On All Saints’ Sunday, November 6, I was sitting in a pew at a church in Minneapolis singing “For all the saints who from their labors rest” when I was overwhelmed with powerful memories of my father, who died in 1998. For the first 18 years of my life he and the rest of my family worshiped together Sunday after Sunday. But now he is a part of the family of God that is in heaven. Nobody called him a saint while he lived – or a great sinner either, for that matter – but he was on my mind that All Saints’ Sunday.
As I looked down the pew there were my wife, my daughter, and my sister beside me, while the boys in the family were elsewhere, one at Eidsvold in Halma and the other on business in Kansas City. And I felt again that powerful sense of family that I first experienced as the eldest of five children who filled an entire pew on Sunday morning. It is one of the great joys of my life to worship together with my family. Even though I know that as one of the ordained, my proper place is in the pulpit on Sunday morning, I still feel get a special feeling when I am in the pew with my family. Maybe because it is a rare event it is all the more special for me.
A frail elderly woman came to sit on the outside end of the pew in front of us. Right behind her came an usher with a cushion for the pew bench and another cushion for the pew back. She sat when the rest of us stood to sing, and the pastor came down to her pew to give her communion. I have no idea who this woman is, but I was touched by the extra care and consideration that was extended to her by the regulars in the congregation. They clearly know her well. Then I started to think that she, too, is a part of the family, the family of God, that is. She is precious in his sight, frail as she is.
A mother, daughter, and two grandchildren came to sit two pews ahead of us. The granddaughter was about 6 or 7 and settled in. You could tell she worshipped here often. But the grandson, who was maybe 2 years old, kept his mother and grandmother busy through most of the service. It started with the organ prelude when he stood in the pew, looked back at the balcony where the organ is, pointed, and said in his loudest voice “Papa! Papa!” I thought his father was in the choir, but my wife, who remembers people so much better than I, said “no, his grandfather is the organist.” The little boy repeated this several times and was as full of action as a two year old boy should be, until he fell asleep toward the end the service. I watched this rambunctious child and his family struggle to keep up with him, and I thought that he, too, is a part of the family, the family of God, that is, and belongs right here with all his uninhibited behavior as much I do. He is precious in God’s sight, young as he is.
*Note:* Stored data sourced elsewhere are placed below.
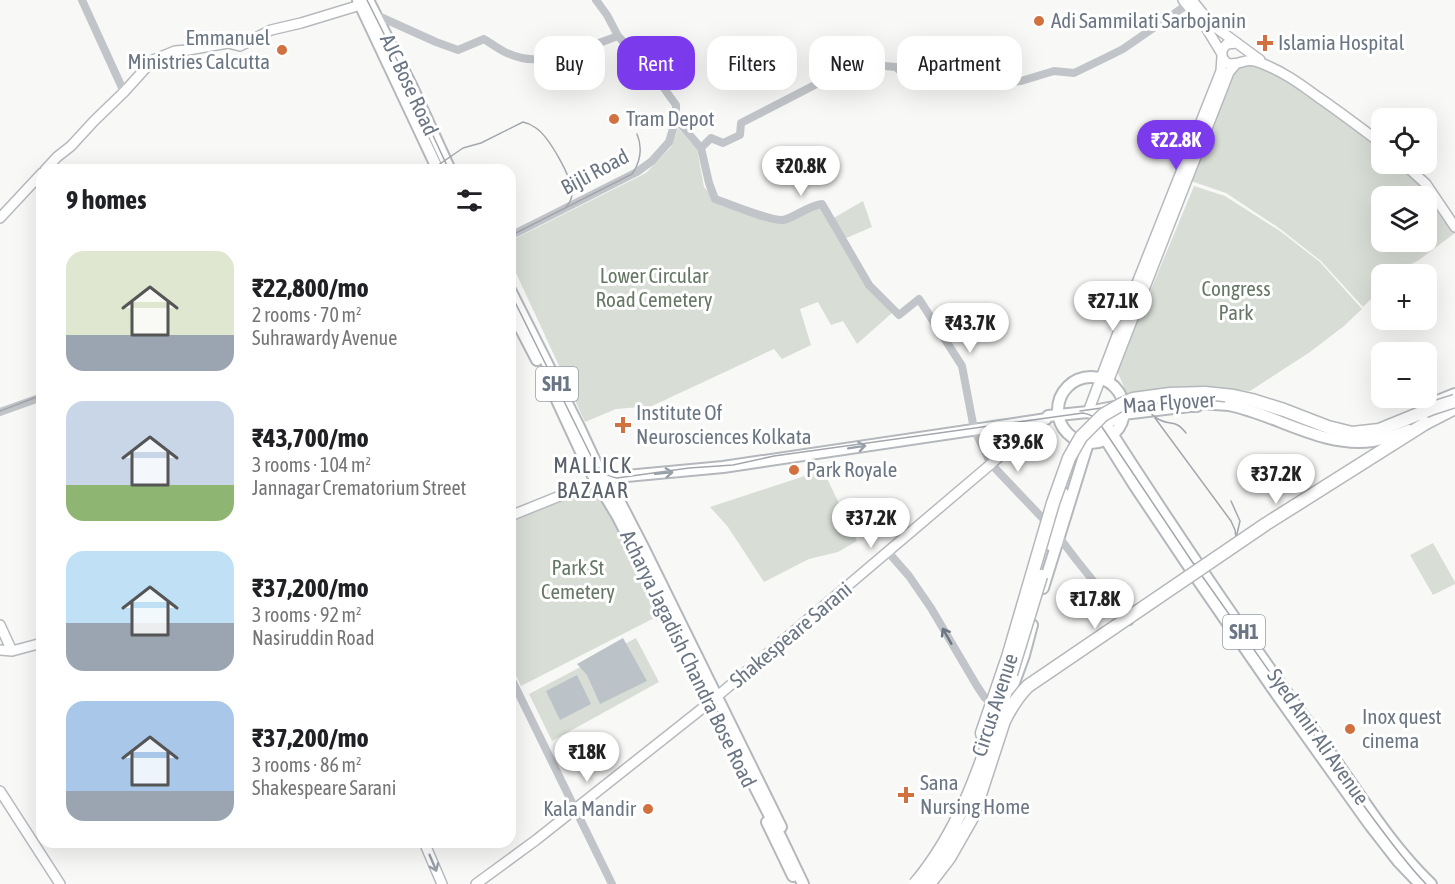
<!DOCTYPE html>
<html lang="en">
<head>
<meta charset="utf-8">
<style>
  body { margin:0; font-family:"Asap Condensed",sans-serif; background:#f2f2f2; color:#202124; height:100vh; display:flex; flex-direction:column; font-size:22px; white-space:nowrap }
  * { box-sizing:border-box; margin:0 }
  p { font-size:20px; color:#757577 }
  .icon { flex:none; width:33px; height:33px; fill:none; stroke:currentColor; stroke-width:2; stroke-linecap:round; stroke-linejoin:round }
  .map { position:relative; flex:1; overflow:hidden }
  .sheet { position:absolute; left:36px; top:164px; width:480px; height:684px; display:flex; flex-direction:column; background:#fff; border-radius:18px; box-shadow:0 6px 24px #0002 }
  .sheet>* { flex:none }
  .top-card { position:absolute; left:534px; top:36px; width:570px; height:54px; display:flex; gap:12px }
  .fabs { position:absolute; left:1371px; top:108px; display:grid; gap:12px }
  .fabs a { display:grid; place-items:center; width:66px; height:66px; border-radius:12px; background:#fff; box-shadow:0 6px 24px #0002; font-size:30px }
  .price { position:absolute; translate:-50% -51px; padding:0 14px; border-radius:21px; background:#fff; color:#222; font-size:20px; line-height:39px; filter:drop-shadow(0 2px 3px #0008) }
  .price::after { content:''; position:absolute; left:50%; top:36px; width:18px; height:14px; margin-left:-9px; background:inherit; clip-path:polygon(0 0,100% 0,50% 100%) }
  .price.on { background:#7c3aed; color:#fff }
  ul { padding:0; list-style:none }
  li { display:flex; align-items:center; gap:18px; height:150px; padding:0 30px }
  li span { display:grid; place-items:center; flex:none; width:168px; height:120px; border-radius:18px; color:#555 }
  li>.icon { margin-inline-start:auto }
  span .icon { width:72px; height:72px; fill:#fffc; stroke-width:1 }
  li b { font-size:26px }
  h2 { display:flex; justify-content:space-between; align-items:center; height:72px; padding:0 30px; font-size:26px }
  .chip { padding:0 21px; border-radius:18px; background:#fff; box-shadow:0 6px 24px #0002; font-size:21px; line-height:54px }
  .chip.on { background:#7c3aed; color:#fff }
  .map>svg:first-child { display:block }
</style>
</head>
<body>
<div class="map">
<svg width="1455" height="884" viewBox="0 0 1455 884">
  <rect width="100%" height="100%" fill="#f8f9f7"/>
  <path fill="#d8ddd6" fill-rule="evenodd" d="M1237 59 1290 79 1381 145 1382 164H1402L1424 186 1455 233 1419 260 1401 270 1396 274H1382L1381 289 1363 307 1321 261 1279 228 1226 193 1191 181ZM1382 196H1426V242H1382Z
    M678 128 697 149 704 187 714 198 785 219 821 206 830 220 863 201 872 227 844 239 892 313 857 344 843 321 831 325 818 302 800 309 811 345 782 359 774 349 652 406 616 409 585 422 510 260V241L646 173 671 147Z
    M1194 186 1225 196 1280 231 1320 262 1362 309 1344 326 1310 352 1250 391 1201 386 1127 394 1117 371Z
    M823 470 857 541 838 552 809 559 764 582 728 527 710 507Z
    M607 484 668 611 521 686 510 663V519Z
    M1433 543 1455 582V584L1433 595 1410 555Z
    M636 638 659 682 552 741 529 694Z"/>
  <path fill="#bbc3c8" d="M623 638 647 681 600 704 587 675 577 664Z
    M577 675 591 704 560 720 546 691Z"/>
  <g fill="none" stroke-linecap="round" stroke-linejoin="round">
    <defs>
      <path id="secondary" d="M1183 0 1205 26 1222 54
        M1192 0 1211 24 1260 60
        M1237 43 1227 44C1220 50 1220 57 1227 63 1240 67 1243 57 1258 62 1281 70 1299 83 1318 97 1340 112 1361 128 1382 144
        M1404 164 1426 184 1455 227
        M45 170 57 157 71 146 94 121 124 92 153 60 175 51 188 50 228 43 240 46 271 30 301 23 367 3
        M0 218 42 173
        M1108 382 1229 72 1235 65
        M1088 412 1135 288 1221 71 1222 57
        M510 516 597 481
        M0 625 12 651
        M0 650 12 651 42 643
        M0 791 60 884
        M424 842 442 884
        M476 884 536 840 714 699 991 464 1040 420"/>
      <path id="primary" d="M358 0 438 170
        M368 0 412 87 450 170
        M510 290 580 429 599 470 612 487 644 549 781 827
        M510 308 537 360
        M1058 410a33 33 0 1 1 66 0a33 33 0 1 1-66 0Z
        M550 385 588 467 618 517 694 667
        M1430 404 1455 394
        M1096 424 1135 486 1196 577 1278 696 1370 825 1398 861 1420 884
        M597 481 605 478 723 467 1040 420 1046 419 1048 416 1088 412 1097 415 1105 423C1175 532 1247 639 1323 743 1358 791 1388 843 1431 884
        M1043 588 1088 443 1099 428 1123 414 1190 406H1197
        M1007 702 1024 655 1032 625
        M767 822 793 876"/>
      <path id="trunk" d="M1190 406 1199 403 1229 405
        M1088 412 1114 407
        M728 734 781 838 803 884"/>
      <path id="motorway" d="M1426 423 1455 408
        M1050 544 1062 493"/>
    </defs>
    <use href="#secondary" stroke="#b6b9be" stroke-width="12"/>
    <use href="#primary" stroke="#b4b8bc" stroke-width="14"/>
    <use href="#trunk" stroke="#b4b7bb" stroke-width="14"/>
    <use href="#motorway" stroke="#b4b7bb" stroke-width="15"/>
    <path stroke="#c1c4c8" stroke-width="8" d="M82 0 124 92
      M376 15 436 42 458 50 484 39C496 47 507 55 522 58 548 64 593 45 618 36
      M676 119 701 148 709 183 715 199C730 204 770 221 783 220 794 218 807 206 822 204L869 285 899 315 919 299 962 366 974 429 991 464 1050 526
      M701 148 711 138 723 143 740 135 741 123 838 73 849 63 896 67 909 80 963 76 975 86 1021 81 1054 71 1074 73 1107 57 1123 49 1191 2
      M510 236 637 172 652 161 669 142 676 119V105L658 80 618 36 607 15 596 0
      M0 412 42 397
      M1059 537C1081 567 1104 595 1130 622
      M888 552 909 576 931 608 977 686 985 698 995 706
      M510 676 612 884"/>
    <use href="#secondary" stroke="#fff" stroke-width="9"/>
    <use href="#primary" stroke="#fff" stroke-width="10"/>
    <use href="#trunk" stroke="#fff" stroke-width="10"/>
    <use href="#motorway" stroke="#fff" stroke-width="12"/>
    <path stroke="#a3a7ad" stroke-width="1.5" d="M367 0 411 88 449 170
      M431 170 463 148 481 143 523 122C528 123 532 125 536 128 549 137 572 177 572 193 572 200 569 204 564 209
      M510 236 632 174C640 163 643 148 637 134
      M510 292 594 462C601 472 606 476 617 478L689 468 733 465 774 456 1083 413C1089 414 1094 416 1098 421L1193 563 1345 779C1350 789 1357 797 1364 806 1384 833 1403 860 1426 884
      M0 411 42 395
      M1080 411 1123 405 1140 404C1147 409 1153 417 1160 420 1172 426 1175 419 1186 433
      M1155 418 1231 521 1235 530 1236 538
      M1193 563 1198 566 1207 568 1217 563 1233 549V552L1235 546 1237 549 1236 538 1240 521 1231 501"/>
    <defs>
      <path id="trunk-bridge" d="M1229 405C1278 415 1322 448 1373 441 1386 439 1397 434 1409 430"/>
      <path id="motorway-bridge" d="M1011 674 1041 576
        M986 749 982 733 1008 657 1053 503 1069 458 1081 437 1103 415 1122 404 1133 399 1170 394 1205 393 1234 396 1252 400 1284 410 1328 427 1352 433 1379 430 1433 408 1455 401
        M915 884C962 829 983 759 1006 691
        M929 884 949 858 973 816 1004 721C1011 707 1017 697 1028 686L1266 524 1426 423"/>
    </defs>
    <use href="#trunk-bridge" stroke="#b4b7bb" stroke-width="14" stroke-linecap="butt"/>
    <use href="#motorway-bridge" stroke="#b4b7bb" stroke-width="15" stroke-linecap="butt"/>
    <use href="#trunk-bridge" stroke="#fff" stroke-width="10"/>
    <use href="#motorway-bridge" stroke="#fff" stroke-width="12"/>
  </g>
  <defs><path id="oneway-shaft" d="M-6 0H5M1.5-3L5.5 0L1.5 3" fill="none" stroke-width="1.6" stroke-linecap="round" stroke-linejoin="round" transform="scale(1.5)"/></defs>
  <g stroke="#979fa9">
    <use href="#oneway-shaft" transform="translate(857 447) rotate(-9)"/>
    <use href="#oneway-shaft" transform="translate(664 473) rotate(-5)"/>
    <use href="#oneway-shaft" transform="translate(433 863) rotate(67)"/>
  </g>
  <use stroke="#6b7684" href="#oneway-shaft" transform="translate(947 636) rotate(-120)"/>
  <g fill="#d0713f" stroke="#fff" stroke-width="2">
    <circle cx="1039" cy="21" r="6"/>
    <path d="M1262 34h6v6h6v6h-6v6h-6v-6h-6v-6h6z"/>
    <circle cx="282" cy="50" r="6"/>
    <circle cx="614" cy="119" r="6"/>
    <path d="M620 416h6v6h6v6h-6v6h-6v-6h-6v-6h6z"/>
    <circle cx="794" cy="470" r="6"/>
    <circle cx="1350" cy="729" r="6"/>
    <path d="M903 786h6v6h6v6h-6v6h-6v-6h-6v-6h6z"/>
    <circle cx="648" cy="809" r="6"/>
  </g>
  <g text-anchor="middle" stroke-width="6" stroke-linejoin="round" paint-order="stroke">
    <g fill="#fff" stroke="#979fa9" stroke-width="1.5">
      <rect x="536" y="367" width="42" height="34" rx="4.5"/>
      <rect x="1223" y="615" width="42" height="34" rx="4.5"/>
    </g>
    <g font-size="20" font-weight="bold" fill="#6b7684">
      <text x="557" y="391">SH1</text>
      <text x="1244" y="639">SH1</text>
    </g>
    <g font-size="21" fill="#6b7684" stroke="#fff" text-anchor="start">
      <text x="1051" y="28">Adi Sammilati Sarbojanin</text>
      <text x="270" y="45" text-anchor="end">Emmanuel<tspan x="270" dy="24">Ministries Calcutta</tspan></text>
      <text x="1278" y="50">Islamia Hospital</text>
      <text x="626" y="126">Tram Depot</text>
      <text x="636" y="420">Institute Of<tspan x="636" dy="24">Neurosciences Kolkata</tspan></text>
      <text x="806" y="477">Park Royale</text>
      <text x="1362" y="724">Inox quest<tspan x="1362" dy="24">cinema</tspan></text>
      <text x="920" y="790">Sana<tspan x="920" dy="24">Nursing Home</tspan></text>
      <text x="636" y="816" text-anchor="end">Kala Mandir</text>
    </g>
    <g font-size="21" fill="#6b7684" stroke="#fff">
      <text transform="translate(409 85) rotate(65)" y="7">AJC Bose Road</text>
      <text transform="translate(595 172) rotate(-28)" y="7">Bijli Road</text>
      <text transform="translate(1169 403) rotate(-4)" y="7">Maa Flyover</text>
      <text transform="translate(791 635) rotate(-40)" y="7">Shakespeare Sarani</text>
      <text transform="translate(688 659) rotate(64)" y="7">Acharya Jagadish Chandra Bose Road</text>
      <text transform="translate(995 705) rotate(-72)" y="7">Circus Avenue</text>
      <text transform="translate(1318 737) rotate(55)" y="7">Syed Amir Ali Avenue</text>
    </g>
    <g font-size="21" fill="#667765" stroke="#fff">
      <text x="654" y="283">Lower Circular<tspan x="654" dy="24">Road Cemetery</tspan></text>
      <text x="1236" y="296">Congress<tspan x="1236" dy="24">Park</tspan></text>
      <text x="578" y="575">Park St<tspan x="578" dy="24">Cemetery</tspan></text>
    </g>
    <g font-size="22" letter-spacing="1.5" fill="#58606a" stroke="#fff">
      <text x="593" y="473">MALLICK<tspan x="593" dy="25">BAZAAR</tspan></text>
    </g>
  </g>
</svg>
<div class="fabs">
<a><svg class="icon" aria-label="locate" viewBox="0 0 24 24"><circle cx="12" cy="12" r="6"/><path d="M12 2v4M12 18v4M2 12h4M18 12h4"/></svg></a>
<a><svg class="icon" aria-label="layers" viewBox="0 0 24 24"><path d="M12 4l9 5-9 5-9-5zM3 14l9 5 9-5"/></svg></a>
<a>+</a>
<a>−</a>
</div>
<b class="price on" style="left:1176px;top:171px">₹22.8K</b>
<b class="price" style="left:801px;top:197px">₹20.8K</b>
<b class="price" style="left:1113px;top:332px">₹27.1K</b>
<b class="price" style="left:970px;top:354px">₹43.7K</b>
<b class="price" style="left:1018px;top:473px">₹39.6K</b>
<b class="price" style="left:1276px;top:505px">₹37.2K</b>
<b class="price" style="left:871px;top:549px">₹37.2K</b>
<b class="price" style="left:1095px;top:630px">₹17.8K</b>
<b class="price" style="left:587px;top:783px">₹18K</b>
<div class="top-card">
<a class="chip">Buy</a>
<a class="chip on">Rent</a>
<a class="chip">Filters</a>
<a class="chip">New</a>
<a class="chip">Apartment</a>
</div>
<section class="sheet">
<h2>9 homes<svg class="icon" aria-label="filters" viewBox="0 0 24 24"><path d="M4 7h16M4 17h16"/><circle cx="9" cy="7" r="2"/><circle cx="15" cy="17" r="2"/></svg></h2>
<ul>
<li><span style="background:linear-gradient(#dfe7d0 70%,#9aa5b1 0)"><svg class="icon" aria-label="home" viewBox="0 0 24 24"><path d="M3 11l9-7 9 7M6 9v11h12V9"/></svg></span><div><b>₹22,800/mo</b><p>2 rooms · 70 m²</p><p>Suhrawardy Avenue</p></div></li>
<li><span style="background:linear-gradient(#c9d6e8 70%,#8fb573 0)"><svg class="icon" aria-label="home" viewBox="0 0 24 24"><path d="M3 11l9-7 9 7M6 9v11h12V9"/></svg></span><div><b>₹43,700/mo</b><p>3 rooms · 104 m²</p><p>Jannagar Crematorium Street</p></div></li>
<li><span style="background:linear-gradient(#bfe0f5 60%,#9aa5b1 0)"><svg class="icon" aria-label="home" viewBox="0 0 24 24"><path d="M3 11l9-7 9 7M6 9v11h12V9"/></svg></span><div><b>₹37,200/mo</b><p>3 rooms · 92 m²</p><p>Nasiruddin Road</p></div></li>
<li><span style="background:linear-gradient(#a9c7e8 75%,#9aa5b1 0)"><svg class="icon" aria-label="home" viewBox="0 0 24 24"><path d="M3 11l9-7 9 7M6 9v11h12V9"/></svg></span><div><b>₹37,200/mo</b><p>3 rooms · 86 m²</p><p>Shakespeare Sarani</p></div></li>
</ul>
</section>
</div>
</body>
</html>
In Mark 3:31 it says that Jesus was teaching in a crowded house when his mother and his brothers (or cousins, depending on your translation) were outside asking for him. Jesus replied, “Who are my mother and my brothers?” And then he looked around at the people listening to him and said, “Here are my mother and my brothers. Whoever does the will of God is my brother, and sister, and mother.” In this passage Jesus is not denigrating his relationship with his relatives nor is he abrogating the fourth commandment, “Honor your father and your mother…..” But he is pointing to the reality of a great family of God that is more important than any ties of blood, clan, race, or nationality.
This last Thanksgiving we heard in the media a great deal about how Thanksgiving is a time for family. We will hear it all again at Christmas. Gather in the clan! But Christmas, which centers on the Holy Family, is about looking beyond relatives and friends to all the children of God (John 1:12)
Earlier this fall there was a letter to the advice columnist in the newspaper from a woman complaining that her nieces were bringing their boyfriends to Thanksgiving dinner. They’re not family yet, she complained. Thanksgiving week the columnists printed several responses she received to that letter, and one of the best was this. A woman wrote that everyone is welcome at her Thanksgiving table. And then she said that one year she sent her husband out for more milk on Thanksgiving morning and he came back with a carton of milk and four young soldiers he met at the convenience store who were buying hot dogs because they were far from their relatives for the holiday. The woman said it was the best Thanksgiving dinner they ever had, even though she had to stretch the food a bit.
Isn’t that in the spirit of Christ and his family?